I then read the plugs and 5 and 6 are oiled up !!! not good ah ?? so I have done a compression test and its down on those 2x cylinders numbers 5 and 6 . I have spoken with my friend ( who is a engine builder ) and he said as the engine has been standing for 5 odd years the head gasket or inlet manifold gasket could of failed ?? so I have took the head off and the gasket seems ok . but I have water in the oil . not good !!

so as I haven't loaded up the engine with any boost etc or driven any miles . approx. 4 miles . I have decided to pull the engine ( as it will only take 4 hrs now as one side is torn down anyway ) and do a couple of bits of machining that have always got on my nervs . and also polish the charger now the car is legal on the road

so some questions I need answering if anyone can help ? ( plugs read fine before this. nice and light brown )

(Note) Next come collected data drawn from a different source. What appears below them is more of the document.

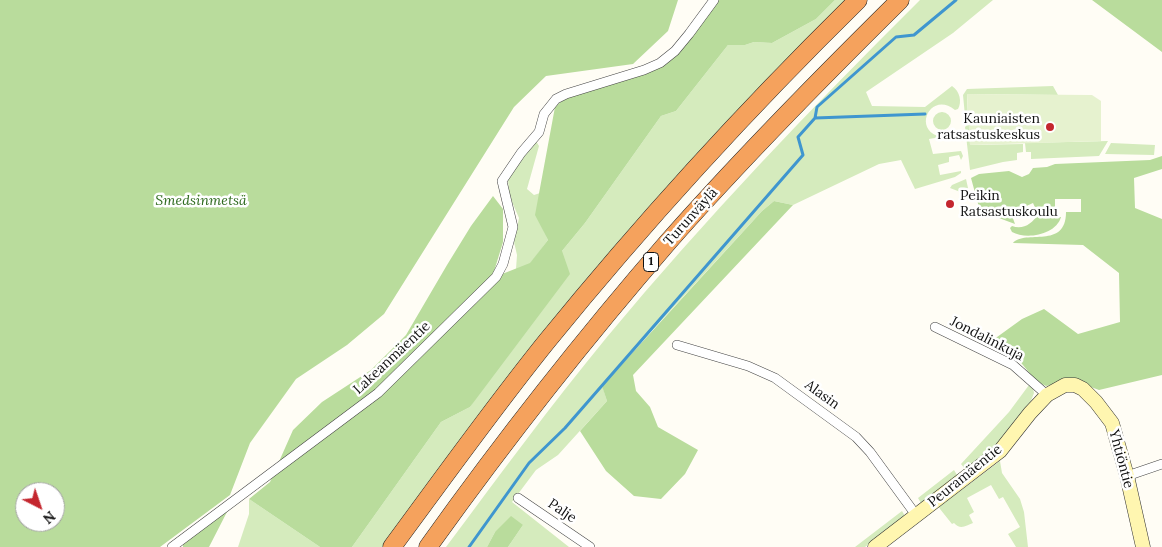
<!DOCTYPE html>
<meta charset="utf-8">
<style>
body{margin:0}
#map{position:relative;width:1162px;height:547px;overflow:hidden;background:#fffdf5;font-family:Lora,serif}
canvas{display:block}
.north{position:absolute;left:15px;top:482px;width:50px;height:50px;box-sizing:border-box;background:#fff;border:1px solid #a0a0a0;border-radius:50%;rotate:139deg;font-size:14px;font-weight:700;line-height:20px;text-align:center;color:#111}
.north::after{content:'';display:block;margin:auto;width:18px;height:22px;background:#c4262e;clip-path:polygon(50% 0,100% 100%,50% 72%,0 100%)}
</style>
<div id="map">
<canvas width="1162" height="547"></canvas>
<div class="north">N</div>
</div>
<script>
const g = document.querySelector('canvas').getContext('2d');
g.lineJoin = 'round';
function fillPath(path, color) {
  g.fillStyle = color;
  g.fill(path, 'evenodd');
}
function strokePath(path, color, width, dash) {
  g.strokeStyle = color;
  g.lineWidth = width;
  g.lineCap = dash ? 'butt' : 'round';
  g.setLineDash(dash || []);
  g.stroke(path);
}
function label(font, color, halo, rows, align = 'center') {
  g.font = font + ' Lora,serif';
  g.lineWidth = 5;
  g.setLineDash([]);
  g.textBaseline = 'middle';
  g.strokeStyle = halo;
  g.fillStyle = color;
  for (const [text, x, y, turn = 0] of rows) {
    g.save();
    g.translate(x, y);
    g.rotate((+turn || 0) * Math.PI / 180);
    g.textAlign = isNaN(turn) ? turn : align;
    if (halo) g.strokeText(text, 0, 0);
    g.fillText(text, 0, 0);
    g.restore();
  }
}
fillPath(new Path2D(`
 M 835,0 L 847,0 L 504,383 L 428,483 L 382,547 L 352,547 L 441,422 L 470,407 L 562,251 L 585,223 L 661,116 L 676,111 L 728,45 L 745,45 L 754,42 L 772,43 L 816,19 Z
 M 920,0 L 993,0 L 953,33 L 866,92 L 872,106 L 925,107 L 952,86 C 960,91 962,102 958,109 L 955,110 C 931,90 911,130 941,137 L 929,139 L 933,154 L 961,151 L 963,156 L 961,160 L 959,155 L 949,157 L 949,162 L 938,165 L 940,175 L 961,171 L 961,173 L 955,177 L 915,189 L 901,160 L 879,164 L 793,205 L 774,201 L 762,211 L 602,385 L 607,401 L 558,455 L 536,470 L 512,502 L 569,547 L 508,547 L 523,525 L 495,532 L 487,547 L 446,547 C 499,476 551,405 607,337 C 705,219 811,108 920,0 Z
 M 1053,86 L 1058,95 L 967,94 L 968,118 L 965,116 L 963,95 L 967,89 Z
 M933 121a9 9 0 1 1 18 0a9 9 0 1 1-18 0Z
 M 969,123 L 970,145 L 1023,144 L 1023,152 L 1017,153 L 1017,160 L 1003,162 L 970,170 L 965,127 Z
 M 536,141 L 539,146 L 527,189 L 534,195 L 540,193 L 536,215 L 548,240 L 530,264 L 516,269 L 517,255 L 514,242 L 519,218 L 509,195 L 508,178 L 520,156 Z
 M 1108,141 L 1099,156 L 1031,159 L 1031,152 L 1026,152 L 1025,143 Z
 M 1111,143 L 1155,145 L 1154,155 L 1105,154 Z
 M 966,179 L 968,188 L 963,193 L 950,188 L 952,185 Z
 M 1029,385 L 1033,388 L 1034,393 L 1030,403 L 996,446 L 965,469 L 961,464 L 1009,412 Z
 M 1000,461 L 1002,473 L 1020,499 L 1024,512 L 1028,547 L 1016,547 L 1008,534 L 1020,527 L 1003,497 L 999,499 L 991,485 L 967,498 L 974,512 L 969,515 L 973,523 C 966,526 960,530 954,523 L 952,524 L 940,509 L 939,507 Z
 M 954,470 L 957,475 L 921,503 L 918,498 Z
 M 249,499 L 320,547 L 238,547 L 249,514 Z
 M 902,511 L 905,516 L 865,547 L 855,547 Z`), '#d5ebbd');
fillPath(new Path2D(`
 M 0,0 L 678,0 L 668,31 L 633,64 L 546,76 L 514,107 L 384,314 L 347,345 L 296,379 L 250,443 L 230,495 L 160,547 L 0,547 ZM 25,492 L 55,492 L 55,522 L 25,522 Z
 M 718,0 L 835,0 L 816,19 L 772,43 L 754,42 L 745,45 L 728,45 L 676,111 L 661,116 L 585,223 L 562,251 L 570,274 L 470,407 L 441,422 L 352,547 L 320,547 L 249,499 L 270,482 L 293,430 L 322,402 L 371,370 L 406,335 L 447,265 L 471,226 L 493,196 L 503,209 L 503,242 L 492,278 L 530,263 L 548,240 L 535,215 L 555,107 L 564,99 L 657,68 Z
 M 1092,0 L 1162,0 L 1162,52 Z
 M 1162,156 L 1162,169 L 1134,178 L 1135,208 L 1162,219 L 1162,375 L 1099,390 L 1075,381 L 1062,382 L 1046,386 L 1036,381 L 1018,359 L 986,345 L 1022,319 L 1044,309 L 1078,334 L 1120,322 L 1119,273 L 1083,245 L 1013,243 C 1025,229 1066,250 1066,212 L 1081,212 L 1081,199 L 1055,199 L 1055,212 L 1058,212 L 1058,217 L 1061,217 C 1056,235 1026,240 1012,232 L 1010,228 L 1012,226 C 1023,230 1032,224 1038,214 L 1033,203 L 1011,213 L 1015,224 L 980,211 L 971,178 L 979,174 L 1009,171 L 1022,177 L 1029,174 L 1033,168 L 1047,167 L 1055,164 L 1150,160 Z
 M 774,201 L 793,205 L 633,375 L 636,391 L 650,407 L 658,427 L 698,450 L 685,474 L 661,499 L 634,496 L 606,471 L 580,431 L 607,401 L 602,386 L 762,211 Z
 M 228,510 L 209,547 L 183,547 L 183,544 Z
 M 511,516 L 523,525 L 508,547 L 487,547 L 495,532 Z`), '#b9dc9c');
fillPath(new Path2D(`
 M 967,94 L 1092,95 L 1101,101 L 1101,141 L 970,145 Z`), '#e6f2cf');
strokePath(new Path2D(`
 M 815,118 L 817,107 L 896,37 L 914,35 L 956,0
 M 469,547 L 529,463 L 565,428 L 803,155 L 798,137 L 815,118 L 925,114`), '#3f96cf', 3);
const street = new Path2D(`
 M 935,327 L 1013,365 L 1047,395
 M 677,345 L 748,366 L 775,378 L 856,437 L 870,452 L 916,515
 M 1127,476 L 1162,464
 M 518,498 L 590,547
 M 172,547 L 378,393 L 496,277 L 503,264 L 513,227 L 502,181 L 521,153 L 539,132 L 544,114 L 556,99 L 566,94 L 644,70 L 660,63 L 675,51 L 689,34 L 714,0`);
const secondary = new Path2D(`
 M 875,547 L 1000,451 L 1030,413 L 1047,395 L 1065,385 L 1075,385 L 1083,389 L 1096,402 L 1112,423 L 1127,476 L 1143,547`);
const highway = new Path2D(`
 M 392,547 C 443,478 493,408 547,341 C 643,223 749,107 858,0
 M 428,547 C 503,442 583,340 668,242 C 742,158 821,78 900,0`);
strokePath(street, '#444', 10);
strokePath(secondary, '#333', 15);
strokePath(highway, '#222', 19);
strokePath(street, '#fff', 9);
strokePath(secondary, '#fff6b0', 14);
strokePath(highway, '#f5a25d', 18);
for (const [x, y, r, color] of [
 [1050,127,5,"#c4262e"],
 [950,204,5,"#c4262e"]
]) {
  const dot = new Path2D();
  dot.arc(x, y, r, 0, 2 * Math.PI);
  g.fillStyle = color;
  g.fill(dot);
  strokePath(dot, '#fff', 2);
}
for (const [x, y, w] of [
 [651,262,15]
]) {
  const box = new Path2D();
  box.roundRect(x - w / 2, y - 9.5, w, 19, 4);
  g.fillStyle = '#fff';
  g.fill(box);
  strokePath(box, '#111', 1);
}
label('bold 12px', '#111', null, [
 ["1",651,262]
]);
label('14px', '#111', '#fff', [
 ["Kauniaisten",1040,119],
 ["ratsastuskeskus",1040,135],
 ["Peikin",960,196,"left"],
 ["Ratsastuskoulu",960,212,"left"]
], 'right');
label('italic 14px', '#2f6b1f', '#fff', [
 ["Smedsinmetsä",201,201]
]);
label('14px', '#111', '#fff', [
 ["Turunväylä",691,217,-48],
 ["Jondalinkuja",987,339,27],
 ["Lakeanmäentie",392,358,-43],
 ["Alasin",822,395,36],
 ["Yhtiöntie",1121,459,75],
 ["Peuramäentie",965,476,-39],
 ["Palje",562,511,34]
]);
</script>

inlet manifold is black and inlet ports to the heads ? run my finger on it and seems carboned up . more to the back pair. I am worried that I have the roller rockers adjusted wrong ?? this guy I know states you guys are lazy and shouldn't use hydraulic lifters with adjustable roller rockers ? however I was advised to use this set up . when they were adjusted we ordered ( first ) a adjustable push rod then ordered the nearest length to that ! what I didn't do was check again once oil pressure was achieved . so he states ( you lot are lazy ) and I should buy a set of solid lifters ?? what's your views ?? I don't want to have to buy some if I can use what I have

the rear of the inlet manifold plate ( which is what the blower sits on ) shows small signs of leaking , so I am going to get the inlet manifold plate grooved and o ringed , but will check for machined flat face on both manifold and bottom face of blower .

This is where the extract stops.